Thursday, February 25, 2016

Republicans playing fast and loose with our US Constitution (#2582)

     Since the expiration of Supreme Court Justice Antonin Scalia, a constitutional question has arisen. It has arisen because republicans in the US Senate have announced that they, the majority and therefore in control of Senate procedures, will NOT hold any hearing on filling the heretofore vacated seat on our Supreme Court during the last 11 months of our current President's term in office. The question is then can and should the republican leaders in the senate decline to do their constitutional duty based upon the precedence and meaning of the "Appointments Clause" of the United States Constitution, (Article II, Section 2, Clause 2); which states: "...and he shall nominate, and by and with the advice and consent of the Senate, shall appoint ambassadors, other public ministers and consuls, judges of the Supreme Court, and all other officers of the United States, whose appointments are not herein otherwise provided for, and shall be established by law:"
     Based upon the clear understanding of the words in our Constitution and the precedence that has followed since the beginning of our Constitution, the role that the Senate plays in the appointment process is to give "advice and consent" after the President has made a nomination. Nowhere in the practiced history of our Constitution does it give the Senate any legal role in actually appointing a nominee.

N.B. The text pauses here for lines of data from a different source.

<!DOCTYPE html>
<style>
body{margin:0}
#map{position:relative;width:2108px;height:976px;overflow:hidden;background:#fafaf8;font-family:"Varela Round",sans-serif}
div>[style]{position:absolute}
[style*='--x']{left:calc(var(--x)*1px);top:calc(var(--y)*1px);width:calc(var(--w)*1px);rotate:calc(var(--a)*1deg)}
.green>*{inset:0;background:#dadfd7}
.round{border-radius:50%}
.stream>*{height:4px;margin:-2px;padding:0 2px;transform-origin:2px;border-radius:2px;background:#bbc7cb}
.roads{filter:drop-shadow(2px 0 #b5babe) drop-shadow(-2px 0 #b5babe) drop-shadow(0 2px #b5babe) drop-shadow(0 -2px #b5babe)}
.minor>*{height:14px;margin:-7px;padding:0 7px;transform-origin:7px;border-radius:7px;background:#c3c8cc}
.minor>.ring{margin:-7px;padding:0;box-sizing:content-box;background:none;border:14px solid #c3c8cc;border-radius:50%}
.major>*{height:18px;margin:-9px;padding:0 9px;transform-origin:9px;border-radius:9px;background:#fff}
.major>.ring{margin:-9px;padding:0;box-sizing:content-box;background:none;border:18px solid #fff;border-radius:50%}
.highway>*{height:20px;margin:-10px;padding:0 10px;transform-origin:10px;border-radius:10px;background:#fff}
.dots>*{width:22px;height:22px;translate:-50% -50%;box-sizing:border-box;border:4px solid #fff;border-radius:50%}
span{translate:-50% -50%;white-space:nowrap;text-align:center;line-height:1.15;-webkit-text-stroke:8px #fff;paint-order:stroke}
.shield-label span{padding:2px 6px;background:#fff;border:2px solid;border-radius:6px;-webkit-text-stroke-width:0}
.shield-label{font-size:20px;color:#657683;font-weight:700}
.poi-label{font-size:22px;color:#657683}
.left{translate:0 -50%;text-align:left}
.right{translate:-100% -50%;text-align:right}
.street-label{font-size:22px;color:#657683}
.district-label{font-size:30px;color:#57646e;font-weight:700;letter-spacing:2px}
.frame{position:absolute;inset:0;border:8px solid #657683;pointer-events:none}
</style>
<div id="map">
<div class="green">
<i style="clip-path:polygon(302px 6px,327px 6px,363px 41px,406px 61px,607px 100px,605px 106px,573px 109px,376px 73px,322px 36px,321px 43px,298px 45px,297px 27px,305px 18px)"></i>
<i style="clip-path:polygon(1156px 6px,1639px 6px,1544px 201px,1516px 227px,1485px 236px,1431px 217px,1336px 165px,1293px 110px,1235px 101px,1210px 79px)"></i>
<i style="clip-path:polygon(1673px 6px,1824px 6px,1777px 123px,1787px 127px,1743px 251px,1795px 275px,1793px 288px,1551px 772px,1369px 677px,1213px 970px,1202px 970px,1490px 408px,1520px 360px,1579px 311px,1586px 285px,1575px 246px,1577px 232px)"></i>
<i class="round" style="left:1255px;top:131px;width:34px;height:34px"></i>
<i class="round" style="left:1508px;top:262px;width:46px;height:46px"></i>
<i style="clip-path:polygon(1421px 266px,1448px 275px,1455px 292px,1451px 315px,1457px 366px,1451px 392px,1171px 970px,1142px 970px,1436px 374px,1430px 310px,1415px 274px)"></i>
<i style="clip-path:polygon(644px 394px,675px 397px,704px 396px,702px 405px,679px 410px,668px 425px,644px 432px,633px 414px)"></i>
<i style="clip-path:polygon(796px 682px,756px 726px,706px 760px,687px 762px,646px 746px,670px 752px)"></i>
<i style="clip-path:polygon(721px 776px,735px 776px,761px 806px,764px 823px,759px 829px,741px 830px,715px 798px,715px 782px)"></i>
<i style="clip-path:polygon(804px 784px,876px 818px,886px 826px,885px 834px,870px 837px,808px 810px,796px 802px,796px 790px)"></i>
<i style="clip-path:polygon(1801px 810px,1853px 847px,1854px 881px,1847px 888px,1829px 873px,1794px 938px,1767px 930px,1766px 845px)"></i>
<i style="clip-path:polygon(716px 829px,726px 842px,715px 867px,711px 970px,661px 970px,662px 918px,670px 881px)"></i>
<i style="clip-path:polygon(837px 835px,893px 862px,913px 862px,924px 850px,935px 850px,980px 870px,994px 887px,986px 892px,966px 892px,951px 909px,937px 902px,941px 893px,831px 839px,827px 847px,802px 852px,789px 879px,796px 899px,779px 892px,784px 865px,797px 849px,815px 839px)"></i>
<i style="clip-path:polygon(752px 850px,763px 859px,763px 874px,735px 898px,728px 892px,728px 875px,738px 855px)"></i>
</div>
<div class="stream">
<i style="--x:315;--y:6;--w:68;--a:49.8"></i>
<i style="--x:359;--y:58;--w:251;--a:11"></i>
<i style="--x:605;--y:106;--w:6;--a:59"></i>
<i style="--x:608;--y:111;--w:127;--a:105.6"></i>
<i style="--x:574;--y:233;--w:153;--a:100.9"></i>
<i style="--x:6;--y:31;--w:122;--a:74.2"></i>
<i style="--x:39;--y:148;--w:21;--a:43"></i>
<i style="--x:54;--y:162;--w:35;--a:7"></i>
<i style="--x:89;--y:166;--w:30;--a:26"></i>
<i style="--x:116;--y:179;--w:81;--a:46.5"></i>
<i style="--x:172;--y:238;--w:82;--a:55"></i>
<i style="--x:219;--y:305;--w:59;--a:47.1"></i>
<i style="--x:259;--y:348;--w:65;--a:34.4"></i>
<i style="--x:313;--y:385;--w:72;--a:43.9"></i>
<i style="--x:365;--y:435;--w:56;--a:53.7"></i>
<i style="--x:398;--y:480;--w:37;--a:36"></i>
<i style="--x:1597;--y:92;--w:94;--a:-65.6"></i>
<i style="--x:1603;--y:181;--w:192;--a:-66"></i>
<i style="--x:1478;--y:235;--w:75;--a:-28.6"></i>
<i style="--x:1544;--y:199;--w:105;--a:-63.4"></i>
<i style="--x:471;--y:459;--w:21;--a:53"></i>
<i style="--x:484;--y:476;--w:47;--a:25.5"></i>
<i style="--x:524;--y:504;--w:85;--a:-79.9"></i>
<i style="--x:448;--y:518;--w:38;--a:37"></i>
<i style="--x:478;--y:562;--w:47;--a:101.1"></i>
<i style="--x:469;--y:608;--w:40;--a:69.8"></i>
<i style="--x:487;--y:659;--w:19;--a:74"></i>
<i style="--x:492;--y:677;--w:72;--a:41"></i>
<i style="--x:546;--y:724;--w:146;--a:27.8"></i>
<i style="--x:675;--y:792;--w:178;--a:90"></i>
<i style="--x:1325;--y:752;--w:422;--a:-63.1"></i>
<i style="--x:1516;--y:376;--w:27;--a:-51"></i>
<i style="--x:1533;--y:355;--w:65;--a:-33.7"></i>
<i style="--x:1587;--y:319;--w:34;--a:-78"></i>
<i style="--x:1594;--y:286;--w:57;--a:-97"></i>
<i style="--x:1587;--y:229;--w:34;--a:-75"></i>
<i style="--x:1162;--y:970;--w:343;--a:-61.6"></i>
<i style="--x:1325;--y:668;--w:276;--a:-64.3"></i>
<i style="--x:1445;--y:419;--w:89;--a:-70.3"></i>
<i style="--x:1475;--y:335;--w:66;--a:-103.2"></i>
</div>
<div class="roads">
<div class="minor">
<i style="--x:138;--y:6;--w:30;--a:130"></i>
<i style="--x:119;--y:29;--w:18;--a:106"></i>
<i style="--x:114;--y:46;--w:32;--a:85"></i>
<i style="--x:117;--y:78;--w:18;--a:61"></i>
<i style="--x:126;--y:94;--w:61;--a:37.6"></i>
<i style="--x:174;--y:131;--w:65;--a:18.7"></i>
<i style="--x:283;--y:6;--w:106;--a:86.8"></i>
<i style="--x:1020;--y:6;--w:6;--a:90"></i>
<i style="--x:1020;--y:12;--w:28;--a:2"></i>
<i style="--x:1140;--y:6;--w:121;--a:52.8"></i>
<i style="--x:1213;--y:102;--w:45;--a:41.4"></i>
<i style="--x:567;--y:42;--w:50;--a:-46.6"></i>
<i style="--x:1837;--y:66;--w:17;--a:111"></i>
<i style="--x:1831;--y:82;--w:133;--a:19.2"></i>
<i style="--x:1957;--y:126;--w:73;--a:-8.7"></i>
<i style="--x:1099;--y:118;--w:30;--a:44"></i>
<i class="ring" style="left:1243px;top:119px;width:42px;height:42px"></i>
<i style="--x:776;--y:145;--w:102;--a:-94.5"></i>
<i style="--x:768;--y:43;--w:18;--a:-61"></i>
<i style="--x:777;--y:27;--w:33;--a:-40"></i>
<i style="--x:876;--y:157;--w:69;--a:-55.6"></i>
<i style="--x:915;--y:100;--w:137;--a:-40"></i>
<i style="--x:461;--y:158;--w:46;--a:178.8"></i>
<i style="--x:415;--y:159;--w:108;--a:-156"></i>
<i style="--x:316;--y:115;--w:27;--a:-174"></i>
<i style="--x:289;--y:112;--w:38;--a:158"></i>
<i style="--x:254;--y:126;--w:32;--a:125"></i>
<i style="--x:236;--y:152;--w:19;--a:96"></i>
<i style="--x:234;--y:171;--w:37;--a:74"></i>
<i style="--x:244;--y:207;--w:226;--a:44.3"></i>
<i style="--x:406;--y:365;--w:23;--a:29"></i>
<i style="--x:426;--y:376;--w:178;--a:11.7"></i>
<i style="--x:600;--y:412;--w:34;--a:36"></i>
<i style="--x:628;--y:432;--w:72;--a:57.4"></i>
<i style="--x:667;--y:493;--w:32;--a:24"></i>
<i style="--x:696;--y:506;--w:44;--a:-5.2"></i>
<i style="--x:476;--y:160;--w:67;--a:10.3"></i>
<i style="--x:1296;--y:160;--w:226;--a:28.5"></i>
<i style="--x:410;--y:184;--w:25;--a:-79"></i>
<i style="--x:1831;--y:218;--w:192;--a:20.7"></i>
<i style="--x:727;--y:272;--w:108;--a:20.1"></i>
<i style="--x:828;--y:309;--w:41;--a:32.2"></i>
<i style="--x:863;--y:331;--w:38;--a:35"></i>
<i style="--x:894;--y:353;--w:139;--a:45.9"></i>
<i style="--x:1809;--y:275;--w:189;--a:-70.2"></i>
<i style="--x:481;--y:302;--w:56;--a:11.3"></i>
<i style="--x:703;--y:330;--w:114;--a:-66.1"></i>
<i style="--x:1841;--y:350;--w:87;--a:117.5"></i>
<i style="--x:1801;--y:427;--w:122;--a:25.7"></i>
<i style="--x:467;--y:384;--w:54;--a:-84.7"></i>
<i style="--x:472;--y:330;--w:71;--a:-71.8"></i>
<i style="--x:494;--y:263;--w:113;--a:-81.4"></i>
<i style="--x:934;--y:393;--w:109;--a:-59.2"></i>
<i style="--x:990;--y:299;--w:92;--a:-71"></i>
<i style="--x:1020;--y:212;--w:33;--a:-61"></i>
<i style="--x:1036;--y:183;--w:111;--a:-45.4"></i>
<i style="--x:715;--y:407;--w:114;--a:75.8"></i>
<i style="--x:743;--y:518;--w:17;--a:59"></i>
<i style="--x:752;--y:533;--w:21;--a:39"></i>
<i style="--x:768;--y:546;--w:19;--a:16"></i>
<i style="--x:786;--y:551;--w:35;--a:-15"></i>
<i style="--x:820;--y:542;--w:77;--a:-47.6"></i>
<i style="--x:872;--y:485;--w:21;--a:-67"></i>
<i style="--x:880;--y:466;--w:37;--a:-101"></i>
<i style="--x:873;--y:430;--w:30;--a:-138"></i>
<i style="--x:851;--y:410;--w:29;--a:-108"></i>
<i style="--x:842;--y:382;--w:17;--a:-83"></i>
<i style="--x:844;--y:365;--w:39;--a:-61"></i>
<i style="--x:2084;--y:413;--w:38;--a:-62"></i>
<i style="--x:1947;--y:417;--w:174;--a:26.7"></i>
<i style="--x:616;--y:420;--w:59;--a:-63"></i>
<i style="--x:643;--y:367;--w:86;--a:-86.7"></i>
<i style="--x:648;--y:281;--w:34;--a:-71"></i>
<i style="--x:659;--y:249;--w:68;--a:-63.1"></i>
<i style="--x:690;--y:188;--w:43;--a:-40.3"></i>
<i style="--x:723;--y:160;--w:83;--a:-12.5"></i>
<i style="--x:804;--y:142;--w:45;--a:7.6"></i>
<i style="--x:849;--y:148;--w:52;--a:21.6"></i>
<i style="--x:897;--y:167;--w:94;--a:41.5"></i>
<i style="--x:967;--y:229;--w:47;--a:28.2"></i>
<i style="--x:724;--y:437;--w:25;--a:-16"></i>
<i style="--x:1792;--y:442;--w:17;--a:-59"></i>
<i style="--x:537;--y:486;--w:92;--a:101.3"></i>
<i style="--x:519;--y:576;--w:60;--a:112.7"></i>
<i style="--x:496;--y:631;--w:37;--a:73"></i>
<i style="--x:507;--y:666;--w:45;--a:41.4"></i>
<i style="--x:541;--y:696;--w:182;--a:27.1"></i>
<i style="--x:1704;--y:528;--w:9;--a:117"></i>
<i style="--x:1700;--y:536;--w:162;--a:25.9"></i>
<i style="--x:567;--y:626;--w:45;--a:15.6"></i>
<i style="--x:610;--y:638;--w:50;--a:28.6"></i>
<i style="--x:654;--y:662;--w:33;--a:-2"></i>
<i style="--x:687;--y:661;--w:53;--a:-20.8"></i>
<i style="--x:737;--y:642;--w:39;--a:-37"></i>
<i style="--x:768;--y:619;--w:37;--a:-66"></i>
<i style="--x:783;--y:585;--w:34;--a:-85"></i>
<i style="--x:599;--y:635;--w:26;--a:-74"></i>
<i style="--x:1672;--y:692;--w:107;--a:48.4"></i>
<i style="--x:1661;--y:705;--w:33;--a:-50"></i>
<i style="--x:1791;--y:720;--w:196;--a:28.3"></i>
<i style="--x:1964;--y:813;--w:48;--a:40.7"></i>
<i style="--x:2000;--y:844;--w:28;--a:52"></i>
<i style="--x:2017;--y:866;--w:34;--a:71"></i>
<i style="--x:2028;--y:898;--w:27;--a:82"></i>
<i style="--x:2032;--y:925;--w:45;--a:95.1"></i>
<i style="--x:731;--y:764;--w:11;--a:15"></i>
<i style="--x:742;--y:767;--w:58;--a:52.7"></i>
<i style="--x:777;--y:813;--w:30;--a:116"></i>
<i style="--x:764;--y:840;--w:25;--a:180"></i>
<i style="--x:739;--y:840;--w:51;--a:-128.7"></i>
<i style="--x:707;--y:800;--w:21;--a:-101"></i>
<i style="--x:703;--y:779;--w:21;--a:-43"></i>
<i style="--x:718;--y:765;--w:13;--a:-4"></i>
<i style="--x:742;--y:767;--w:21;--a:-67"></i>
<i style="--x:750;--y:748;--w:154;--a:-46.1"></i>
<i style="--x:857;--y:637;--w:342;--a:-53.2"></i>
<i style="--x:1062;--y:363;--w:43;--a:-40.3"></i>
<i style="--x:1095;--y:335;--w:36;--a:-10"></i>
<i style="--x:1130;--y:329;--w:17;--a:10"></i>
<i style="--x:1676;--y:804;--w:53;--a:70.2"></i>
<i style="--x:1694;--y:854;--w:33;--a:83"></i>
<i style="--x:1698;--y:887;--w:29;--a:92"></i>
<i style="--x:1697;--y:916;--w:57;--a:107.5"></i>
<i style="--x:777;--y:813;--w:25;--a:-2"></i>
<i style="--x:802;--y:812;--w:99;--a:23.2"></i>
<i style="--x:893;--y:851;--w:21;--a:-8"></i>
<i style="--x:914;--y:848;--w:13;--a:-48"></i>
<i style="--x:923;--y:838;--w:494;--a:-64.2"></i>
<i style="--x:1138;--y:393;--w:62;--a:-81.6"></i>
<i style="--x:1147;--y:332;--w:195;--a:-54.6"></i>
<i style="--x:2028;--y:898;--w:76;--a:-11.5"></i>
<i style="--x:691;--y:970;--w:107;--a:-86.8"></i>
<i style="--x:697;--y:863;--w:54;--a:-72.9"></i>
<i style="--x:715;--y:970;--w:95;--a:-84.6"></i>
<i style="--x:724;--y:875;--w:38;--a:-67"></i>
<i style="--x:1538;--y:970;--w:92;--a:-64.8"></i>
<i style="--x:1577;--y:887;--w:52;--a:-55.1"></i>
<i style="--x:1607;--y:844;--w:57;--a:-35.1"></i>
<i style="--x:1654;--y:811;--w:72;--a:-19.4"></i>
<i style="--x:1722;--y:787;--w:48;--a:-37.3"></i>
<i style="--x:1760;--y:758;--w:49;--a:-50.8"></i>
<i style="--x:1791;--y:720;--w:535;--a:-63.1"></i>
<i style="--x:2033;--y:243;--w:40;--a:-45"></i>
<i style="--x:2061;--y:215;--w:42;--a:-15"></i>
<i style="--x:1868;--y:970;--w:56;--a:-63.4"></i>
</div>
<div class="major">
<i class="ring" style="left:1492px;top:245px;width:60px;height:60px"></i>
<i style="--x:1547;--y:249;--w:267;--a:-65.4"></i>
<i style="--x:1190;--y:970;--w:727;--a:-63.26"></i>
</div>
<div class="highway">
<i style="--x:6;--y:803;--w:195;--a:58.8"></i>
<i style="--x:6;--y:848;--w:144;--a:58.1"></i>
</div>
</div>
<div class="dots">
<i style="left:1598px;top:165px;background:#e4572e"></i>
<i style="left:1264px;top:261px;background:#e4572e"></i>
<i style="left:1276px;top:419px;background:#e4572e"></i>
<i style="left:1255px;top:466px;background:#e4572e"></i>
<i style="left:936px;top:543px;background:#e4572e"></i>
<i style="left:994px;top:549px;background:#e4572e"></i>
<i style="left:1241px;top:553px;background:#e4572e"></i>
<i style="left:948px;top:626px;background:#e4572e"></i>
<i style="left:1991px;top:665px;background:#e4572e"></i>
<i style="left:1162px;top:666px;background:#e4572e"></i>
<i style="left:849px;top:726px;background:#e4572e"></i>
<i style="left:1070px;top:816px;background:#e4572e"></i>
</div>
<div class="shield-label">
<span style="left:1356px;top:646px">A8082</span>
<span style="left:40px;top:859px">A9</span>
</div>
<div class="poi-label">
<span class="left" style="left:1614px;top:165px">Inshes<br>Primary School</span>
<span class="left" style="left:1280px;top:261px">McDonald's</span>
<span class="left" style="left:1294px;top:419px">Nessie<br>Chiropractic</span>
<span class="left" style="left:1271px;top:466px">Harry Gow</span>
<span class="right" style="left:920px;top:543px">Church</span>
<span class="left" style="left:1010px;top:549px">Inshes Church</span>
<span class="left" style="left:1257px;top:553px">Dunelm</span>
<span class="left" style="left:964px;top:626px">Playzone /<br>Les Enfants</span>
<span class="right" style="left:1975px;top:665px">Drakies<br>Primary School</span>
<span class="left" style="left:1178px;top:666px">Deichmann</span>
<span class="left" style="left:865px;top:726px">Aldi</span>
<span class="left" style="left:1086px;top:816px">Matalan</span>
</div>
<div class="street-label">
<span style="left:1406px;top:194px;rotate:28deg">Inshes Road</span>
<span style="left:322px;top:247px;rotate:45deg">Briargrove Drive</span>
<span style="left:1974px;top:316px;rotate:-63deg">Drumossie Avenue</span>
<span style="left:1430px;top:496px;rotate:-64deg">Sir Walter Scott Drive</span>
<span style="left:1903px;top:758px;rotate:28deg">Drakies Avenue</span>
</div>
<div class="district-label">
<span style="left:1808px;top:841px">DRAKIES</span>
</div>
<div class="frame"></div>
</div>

     Therefore, after the President makes his nominee known to the Senate, the Senate then has it's duty to perform the "advice and consent" protocol long established under law. For the Senate to abrogate it's duty to perform it's function is a clear violation of it's duty and in no way can be considered Constitutional. So what is the Constitutional remedy for the Senate acting unconstitutional? I presume we shall shortly find out.